There is an escalating threat for hurricane landfall on the U.S. Northern Gulf Coast over the coming days from a disturbance now located offshore of the Florida Panhandle. There remains considerable uncertainty in forecast specifics, but landfall on the Louisiana or perhaps the Texas coast appears most probable given current model guidance. The threat of landfall with hurricane intensity is most likely per the U.S. National Hurricane Center (NHC), with a wide range of intensity scenarios and reduced forecast confidence. A major hurricane, while improbable, also cannot be ruled out. Interests in the area should prepare accordingly.
- The U.S. National Hurricane Center (NHC) began issuing Public Advisories for Potential Tropical Cyclone Two in the Northern Gulf today at 11 AM EDT. A tropical depression is expected to form by Thursday in the area, to potentially strengthen to a tropical storm or hurricane by Friday.
- At present, thunderstorm activity associated with this system is increasing and the storm is becoming better organized around a developing surface low. Currently, maximum sustained winds are estimated at 30 mph per the NHC. NOAA Aircraft missions will be surveying the feature later today, after which changes to the intensity and forecast should be expected.
- Storm motion is currently to the southwest, but this track is expected to gradually shift west and eventually northwest into the early part of the weekend, prior to a potential landfall along the Texas or Louisiana coastline. The intensity forecast is still highly uncertain, as there is the opportunity for strengthening over warm waters and with low wind shear.
- Hazards associated with landfall along the Gulf Coast include coastal flooding due to storm surge, inland flooding due to rainfall in excess of 12-18 inches, and winds of tropical storm or hurricane strength.

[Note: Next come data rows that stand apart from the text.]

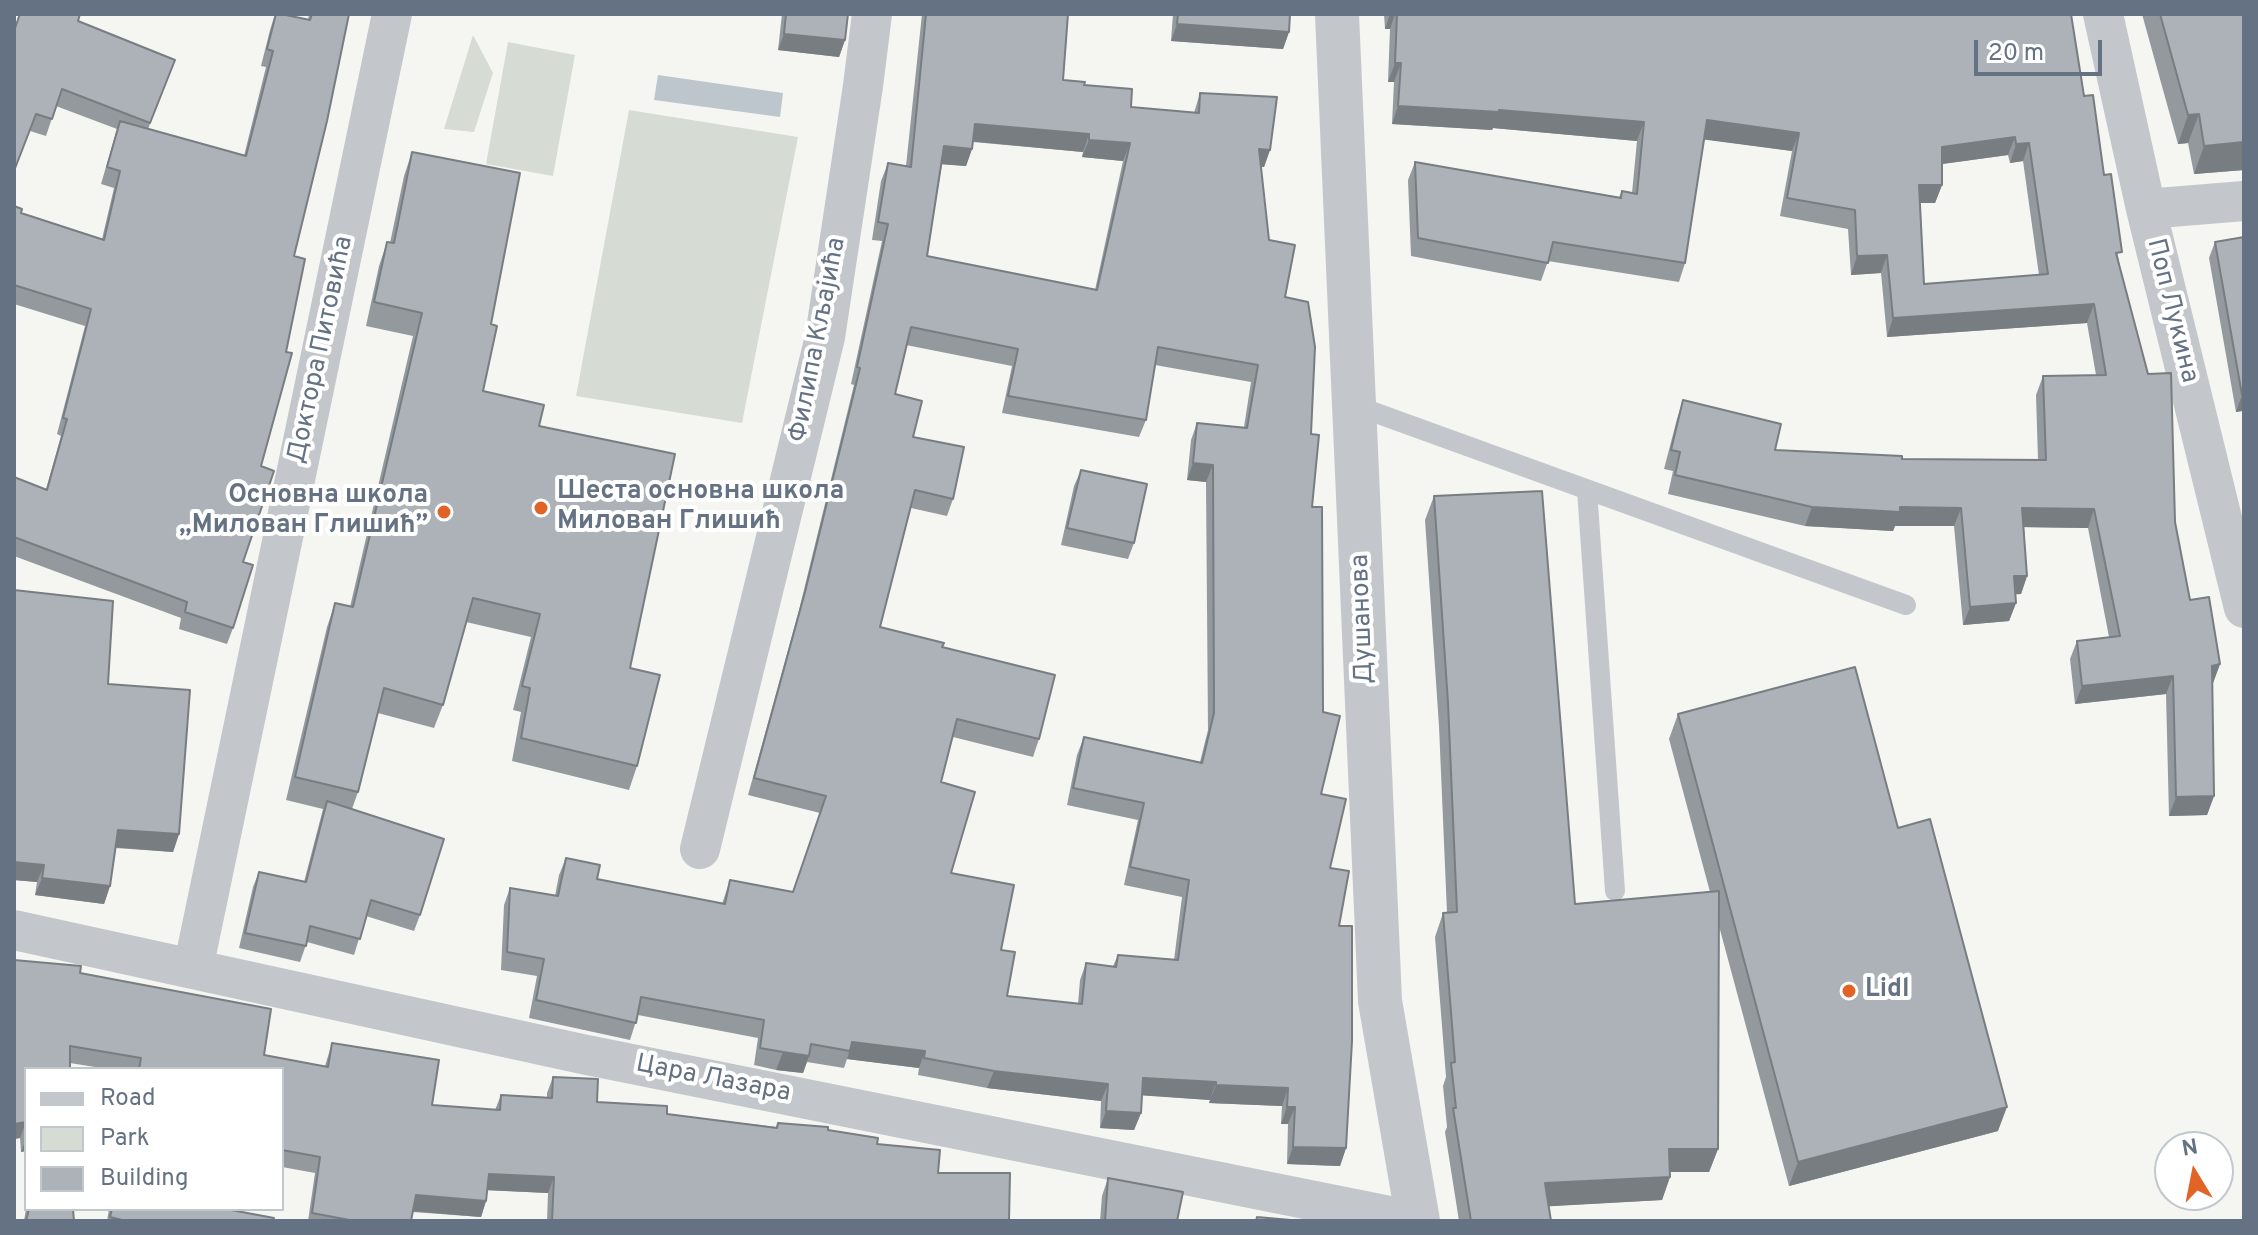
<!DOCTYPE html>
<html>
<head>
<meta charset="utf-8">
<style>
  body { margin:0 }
  #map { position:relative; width:2258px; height:1235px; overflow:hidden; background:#f5f6f2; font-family:Overpass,sans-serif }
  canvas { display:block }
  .frame { position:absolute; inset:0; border:16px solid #657283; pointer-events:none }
  .legend { position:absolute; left:24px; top:1067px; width:260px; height:144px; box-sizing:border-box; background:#fff; border:2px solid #c1c7cd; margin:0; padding:10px 14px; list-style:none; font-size:24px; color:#657283 }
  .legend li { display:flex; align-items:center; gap:16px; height:40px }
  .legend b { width:40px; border:2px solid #c1c7cd }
  .north { position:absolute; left:2154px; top:1131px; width:80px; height:80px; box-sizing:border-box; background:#fff; border:2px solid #c1c7cd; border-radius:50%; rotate:350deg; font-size:22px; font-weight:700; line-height:32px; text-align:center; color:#657283 }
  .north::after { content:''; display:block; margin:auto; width:28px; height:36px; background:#e16426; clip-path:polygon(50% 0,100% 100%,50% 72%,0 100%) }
  .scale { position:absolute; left:1974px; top:40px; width:128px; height:36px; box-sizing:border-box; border:4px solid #657283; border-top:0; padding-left:10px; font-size:24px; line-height:28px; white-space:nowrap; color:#657283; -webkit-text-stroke:6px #fff; paint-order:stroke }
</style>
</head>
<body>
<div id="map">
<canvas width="2258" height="1235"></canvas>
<div class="frame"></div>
<ul class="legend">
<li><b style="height:10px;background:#c3c6ca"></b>Road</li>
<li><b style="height:22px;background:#d6dcd3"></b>Park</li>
<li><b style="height:22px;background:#acb2b8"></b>Building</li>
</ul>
<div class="north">N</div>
<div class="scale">20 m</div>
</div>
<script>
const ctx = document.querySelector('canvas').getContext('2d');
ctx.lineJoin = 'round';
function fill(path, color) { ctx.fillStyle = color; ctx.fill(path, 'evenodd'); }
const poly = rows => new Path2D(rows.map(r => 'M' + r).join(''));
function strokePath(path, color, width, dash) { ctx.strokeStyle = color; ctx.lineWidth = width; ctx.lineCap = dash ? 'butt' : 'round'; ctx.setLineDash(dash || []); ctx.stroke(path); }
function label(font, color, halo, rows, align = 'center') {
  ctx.font = font + ' Overpass,sans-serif'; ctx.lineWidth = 8; ctx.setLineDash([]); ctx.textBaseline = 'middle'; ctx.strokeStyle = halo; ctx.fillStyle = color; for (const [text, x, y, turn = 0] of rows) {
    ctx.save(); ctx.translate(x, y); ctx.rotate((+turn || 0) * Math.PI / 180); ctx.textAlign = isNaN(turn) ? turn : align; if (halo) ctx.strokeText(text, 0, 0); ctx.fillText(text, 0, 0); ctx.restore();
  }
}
fill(poly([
  [473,35,493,73,474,132,444,129],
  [508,42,575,55,553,176,486,164],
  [629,110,798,137,742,423,576,396]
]), '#d6dcd3');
fill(poly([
  [658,75,783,93,780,117,654,100]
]), '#bcc6cc');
strokePath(poly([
  [1354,405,1906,605],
  [1587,490,1615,891]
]), '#c3c6ca', 20);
strokePath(poly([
  [2103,14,2146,209,2244,608],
  [2146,209,2244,201],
  [700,849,825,337,863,86,872,14],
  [14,930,582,1054,1415,1221],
  [193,969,392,14]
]), '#c3c6ca', 40);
strokePath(poly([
  [1337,14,1380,1001,1418,1221]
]), '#c3c6ca', 44);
fill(poly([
  [19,14,78,21,175,60,148,129,244,156,266,67,261,66,270,30,275,14,308,20,309,14,349,14,294,256,261,466,243,562,233,628,227,644,179,629,181,618,14,556,14,477,46,489,61,436,57,434,85,326,14,304,14,206,21,213,102,239,114,188,101,184,117,129,56,106,46,136,30,131,14,171,14,29],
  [782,14,848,14,845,40,839,57,778,50],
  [922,14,1068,14,1063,80,1084,85,1131,107,1194,113,1200,93,1270,150,1264,167,1261,167,1269,240,1285,297,1311,434,1312,507,1321,794,1339,926,1346,1148,1340,1166,1287,1164,1288,1124,1281,1124,1282,1106,1209,1103,1210,1100,1142,1095,1141,1113,1134,1130,1100,1128,1101,1101,987,1088,918,1075,919,1068,847,1059,844,1068,807,1062,803,1073,776,1070,754,1065,758,1038,638,1015,630,1040,529,1018,537,976,501,970,504,905,510,888,555,896,559,875,566,858,597,879,722,904,730,880,793,892,820,813,748,795,799,610,854,385,851,384,882,241,872,240,881,181,888,163,906,166],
  [973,142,1083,152,1082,157,1123,161,1095,290,927,256,942,164,966,166,972,149],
  [906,345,1012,366,1002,413,1139,437,1146,420,1155,365,1251,382,1244,427,1197,423,1191,440,1187,480,1206,482,1208,730,1200,762,1084,737,1077,755,1067,805,1138,820,1124,885,1182,897,1174,960,1118,955,1113,966,1086,963,1080,980,1078,1004,1007,996,1001,950,951,873,941,782,953,737,1033,757,1039,739,942,647,880,627,911,508,947,516,953,499,913,437,895,394],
  [1173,14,1290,14,1289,32,1283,49,1171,41],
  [1384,14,2071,14,2084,96,2104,175,2119,262,2190,600,2220,664,2213,683,2212,683,2214,796,2207,815,2169,816,2166,694,2075,704,2070,659,2077,641,2109,637,2088,528,2024,527,2027,576,2021,594,2016,594,2016,603,2009,621,1963,625,1954,526,1895,526,1893,531,1805,526,1668,494,1673,471,1664,469,1677,419,1683,400,1775,450,1902,459,2038,460,2036,395,2043,376,2096,375,2087,323,1887,337,1881,273,1851,275,1848,229,1780,216,1792,151,1704,139,1685,263,1679,282,1548,261,1541,281,1411,256,1408,180,1415,162,1619,197,1622,191,1632,193,1637,141,1493,128,1492,130,1392,124,1394,82,1388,82,1390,29,1385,29],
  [2008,155,2010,163,2023,161,2039,275,1924,284,1920,203,1935,203,1942,185,1942,164],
  [2142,14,2244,14,2244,170,2194,174,2188,143,2178,144],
  [412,152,491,324,483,391,539,426,630,668,637,766,629,790,512,761,521,712,513,710,531,637,466,622,443,705,434,728,378,713,358,792,352,809,420,915,414,931,366,916,354,955,307,942,300,962,239,948,253,887,259,872,304,882,323,809,286,800,327,627,335,603,350,607,413,336,366,326,379,266,387,242,390,243,404,176],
  [2244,237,2244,420,2242,411,2236,412,2209,258,2215,242],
  [1081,470,1134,543,1128,559,1061,545,1074,486],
  [1434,496,1575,904,1710,892,1669,739,1678,714,1898,828,1998,1131,1789,1186,1719,926,1718,1149,1709,1172,1670,1172,1670,1177,1662,1200,1549,1206,1551,1221,1459,1221,1445,1132,1447,1127,1443,1086,1446,1077,1435,937,1443,913,1447,913,1439,726,1425,520],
  [14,590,108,684,179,834,173,852,115,848,110,886,104,904,35,895,37,882,14,880],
  [14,960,81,966,80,973,271,1009,264,1055,325,1066,332,1043,439,1060,432,1105,495,1110,501,1095,547,1097,547,1093,553,1077,598,1079,597,1102,667,1106,667,1114,776,1127,778,1123,828,1127,828,1130,878,1138,877,1144,940,1150,938,1173,1010,1173,1009,1221,547,1221,548,1193,487,1190,486,1201,481,1217,413,1212,411,1221,308,1221,315,1173,282,1167,282,1069,107,1069,70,1063,70,1069,26,1069,26,1151,21,1152,20,1138,14,1139],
  [1108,1178,1177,1221,1100,1221,1102,1196],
  [26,1209,73,1209,74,1221,24,1221],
  [109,1209,226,1209,273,1221,107,1221]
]), '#94999e');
fill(poly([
  [1390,14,1395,14,1390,29,1385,29],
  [1177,24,1289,32,1283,49,1171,41],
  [784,34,845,40,839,57,778,50],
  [1395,63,1401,63,1394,82,1388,82],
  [1398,106,1499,110,1644,122,1637,141,1493,128,1492,130,1392,124],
  [2199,114,2188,143,2178,144,2188,115],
  [1707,120,1799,133,1792,151,1700,139],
  [975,124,1089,134,1083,152,968,141],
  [2015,137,2008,155,1935,165,1942,147],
  [1089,140,1130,143,1123,161,1082,157],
  [2244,142,2244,170,2194,174,2204,146],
  [2029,143,2023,161,2010,163,2016,144],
  [944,146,972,149,966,166,938,164],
  [1259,149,1270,150,1264,167,1252,166],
  [1919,185,1942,185,1935,203,1912,203],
  [1887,255,1881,273,1851,275,1857,256],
  [2094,304,2087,323,1887,337,1893,318],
  [2242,395,2244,395,2244,406,2242,411,2236,412],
  [1193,463,1213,465,1206,482,1187,480],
  [1812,507,1900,507,1961,508,1954,526,1895,526,1893,531,1805,526],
  [2022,508,2094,509,2088,528,2015,527],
  [2014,576,2027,576,2021,594,2007,595],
  [2016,603,2009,621,1963,625,1970,607],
  [2220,664,2213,683,2205,684,2212,666],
  [2173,676,2166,694,2075,704,2082,686],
  [2214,796,2207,815,2169,816,2176,797],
  [118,830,179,834,173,852,111,847],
  [14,862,44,865,37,882,14,880],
  [42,878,110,886,104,904,35,895],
  [852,1042,925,1051,919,1068,847,1059],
  [783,1052,809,1056,803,1073,776,1070],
  [994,1071,1108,1084,1101,1101,987,1088],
  [1143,1078,1216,1082,1210,1100,1136,1095],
  [1216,1085,1288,1088,1282,1106,1209,1103],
  [1287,1107,1295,1107,1288,1124,1281,1124],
  [2007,1107,1998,1131,1789,1186,1798,1162],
  [1106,1111,1141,1113,1134,1130,1100,1128],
  [26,1122,20,1138,14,1139,14,1124],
  [26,1139,26,1151,21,1152],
  [1293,1147,1346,1148,1340,1166,1287,1164],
  [1669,1149,1718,1149,1709,1172,1660,1172],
  [489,1174,554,1177,548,1193,483,1190],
  [1670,1177,1662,1200,1537,1207,1545,1183],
  [416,1195,486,1201,481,1217,410,1211]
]), '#787d81');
const building = poly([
  [20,14,80,14,78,21,175,60,150,123,62,89,52,119,36,114,14,171,14,31,20,14],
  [276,14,281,14,310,20,312,14,349,14,327,121,294,256,305,259,286,352,292,353,261,466,274,471,243,562,253,565,233,628,185,612,187,602,14,537,14,477,47,490,67,419,63,418,91,309,14,285,14,206,22,209,21,213,104,240,120,171,107,167,120,121,246,156,273,51,267,49,276,14],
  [786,14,848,14,845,40,784,34,786,14],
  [926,14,1068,14,1063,80,1085,82,1084,85,1132,89,1131,107,1199,113,1200,93,1277,97,1270,150,1259,149,1269,240,1295,245,1285,297,1308,302,1315,347,1311,434,1319,435,1312,507,1322,507,1323,712,1340,716,1321,794,1346,799,1330,868,1349,871,1339,926,1352,926,1352,1041,1346,1148,1293,1147,1295,1107,1287,1107,1288,1088,1216,1085,1216,1082,1143,1078,1141,1113,1106,1111,1108,1084,994,1071,924,1058,925,1051,852,1042,850,1051,811,1044,809,1056,783,1052,760,1048,764,1020,641,997,636,1023,536,1000,544,959,507,952,510,888,558,896,566,858,600,865,597,879,725,904,730,880,793,892,826,796,754,778,805,592,860,368,857,367,888,224,878,222,888,163,911,167,926,14],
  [975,124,1089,134,1089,140,1130,143,1097,290,927,256,944,146,972,149,975,124],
  [911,327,1018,349,1008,396,1146,420,1158,347,1258,365,1247,428,1197,423,1193,463,1213,465,1214,713,1202,763,1084,737,1073,788,1144,803,1130,867,1189,880,1178,960,1118,955,1116,967,1086,963,1082,1004,1007,996,1015,952,1001,950,1014,885,951,873,975,792,941,782,957,719,1039,739,1055,675,942,647,944,643,880,627,915,490,953,499,964,447,913,437,922,401,895,394,911,327],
  [1178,14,1290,14,1289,32,1177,24,1178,14],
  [1397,14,2071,14,2084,96,2093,95,2104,175,2111,174,2122,252,2116,253,2148,374,2171,373,2175,522,2190,600,2209,597,2220,664,2212,666,2214,796,2176,797,2173,676,2082,686,2077,641,2120,636,2094,509,2022,508,2027,576,2014,576,2016,603,1970,607,1961,508,1900,507,1900,512,1812,507,1675,475,1680,452,1671,450,1683,400,1781,424,1775,450,1902,456,1902,459,2046,460,2043,376,2106,375,2094,304,1893,318,1887,255,1857,256,1855,210,1787,198,1799,133,1707,120,1685,263,1553,242,1548,263,1418,238,1415,162,1621,198,1622,191,1637,194,1644,122,1499,110,1499,112,1398,106,1401,63,1395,63,1397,14],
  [2015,137,2016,144,2029,143,2048,274,1924,284,1919,185,1942,185,1942,147,2015,137],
  [2160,14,2244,14,2244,142,2204,146,2199,114,2188,115,2160,14],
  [412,152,520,173,491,324,497,326,483,391,544,405,539,426,675,454,630,668,660,675,637,766,521,738,530,688,522,686,540,614,473,598,443,705,384,688,358,792,295,777,335,603,353,607,422,313,374,302,387,242,394,243,412,152],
  [2244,237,2244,395,2242,395,2215,242,2244,237],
  [1081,470,1147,484,1134,543,1067,528,1081,470],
  [1542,491,1575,904,1719,891,1718,1149,1669,1149,1670,1177,1545,1183,1551,1221,1471,1221,1453,1108,1456,1108,1451,1063,1455,1062,1443,913,1457,912,1448,703,1434,496,1542,491],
  [14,590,113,601,108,684,190,690,179,834,118,830,110,886,42,878,44,865,14,862,14,590],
  [1855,667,1898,828,1930,819,2007,1107,1798,1162,1678,714,1855,667],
  [327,801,444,839,420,915,371,900,360,939,310,926,306,946,245,933,259,872,306,882,327,801],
  [14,960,81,966,80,973,271,1009,264,1055,328,1067,332,1043,439,1060,432,1105,500,1110,501,1095,552,1098,553,1077,598,1079,597,1102,667,1106,667,1114,777,1128,778,1123,828,1127,828,1130,878,1138,877,1144,940,1150,938,1173,1010,1173,1009,1221,552,1221,554,1177,489,1174,486,1201,416,1195,411,1221,355,1221,312,1213,320,1157,282,1150,282,1069,139,1069,141,1058,70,1046,70,1069,26,1069,26,1123,26,1122,14,1124,14,960],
  [1108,1178,1183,1192,1177,1221,1105,1221,1108,1178],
  [29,1209,73,1209,74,1221,26,1221,29,1209],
  [112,1209,226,1209,274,1218,273,1221,126,1221,110,1217,112,1209],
  [1257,1217,1302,1221,1256,1221,1257,1217]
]);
fill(building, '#acb2b8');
strokePath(building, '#787d81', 2);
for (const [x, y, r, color] of [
  [541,508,8,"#e16426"],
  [444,512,8,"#e16426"],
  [1849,991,8,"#e16426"]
]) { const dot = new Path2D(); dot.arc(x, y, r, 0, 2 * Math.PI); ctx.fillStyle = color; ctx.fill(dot); strokePath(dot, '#fff', 3); }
label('26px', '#657283', '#fff', [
  ["Поп Лукина",2171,311,76],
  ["Филипа Кљајића",819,340,-79],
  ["Доктора Питовића",322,350,-78],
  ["Душанова",1364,619,-92],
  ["Цара Лазара",713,1080,11]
]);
label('bold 26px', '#657283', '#fff', [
  ["Шеста основна школа",557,493],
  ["Милован Глишић",557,523],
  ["Основна школа",428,497,"right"],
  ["„Милован Глишић”",428,527,"right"],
  ["Lidl",1865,991]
], 'left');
</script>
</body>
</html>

NHC Position and Best Forecast. Source: NHC
While the NHC considers the chance of tropical storm formation to be very high – near 100 percent, there is still considerable uncertainty in terms of both track and intensity forecast. The official forecast calls for landfall on Saturday along the west-central Louisiana coastline, however the cone of uncertainty is quite wide and includes coastal areas from east Texas to New Orleans. The official track reflects the best forecast after NHC evaluation of the range of model guidance.
Model Track Guidance as of 18 UTC Wednesday June 10. Source: Tropical Tidbits.
The model intensity guidance also shows considerable spread, with the 18Z HWRF model intensifying the storm to Category-2 status prior to landfall, while others keep the storm at tropical storm strength. The official NHC intensity best forecast is for a strong Category-1 storm by landfall, but scenarios ranging from tropical storm to even major hurricane status cannot be ruled out, along with the possibility of rapid intensification. Intensification will be very sensitive to the track, which will affect the amount of interaction with land, underlying ocean heat content and wind shear. Aircraft reconnaissance data will better inform future model initialization, which should lead to refined track and intensity guidance with coming forecast cycles.
Model Intensity Guidance as of 18 UTC Wednesday June 10. Source: Tropical Tidbits.
Regardless of the exact details of landfall location and intensity, this system will generate hazardous conditions along large portions of the Gulf Coast, from Texas to Mississippi. Expectations are that this storm will produce considerable rainfall, bringing up to 18 inches of rain in some locations. Storm surge related flooding could be significant along the coast and inland along rivers and bays, with the exact level dependent on storm characteristics as well as the timing of landfall compared to the tide. Wind impacts will also be felt over a wide area as the storm moves inland.
7-Day Precipitation Forecast – Ending 8PM EDT July 16. Source: Riskpulse.
Further updates will be issued as materially new information comes available. Statements from the National Hurricane Center can be found at www.nhc.noaa.gov.
Local watches and warnings from official meteorological agencies, and statements from local emergency management agencies supersede this update, and should be closely heeded concerning matters of personal safety.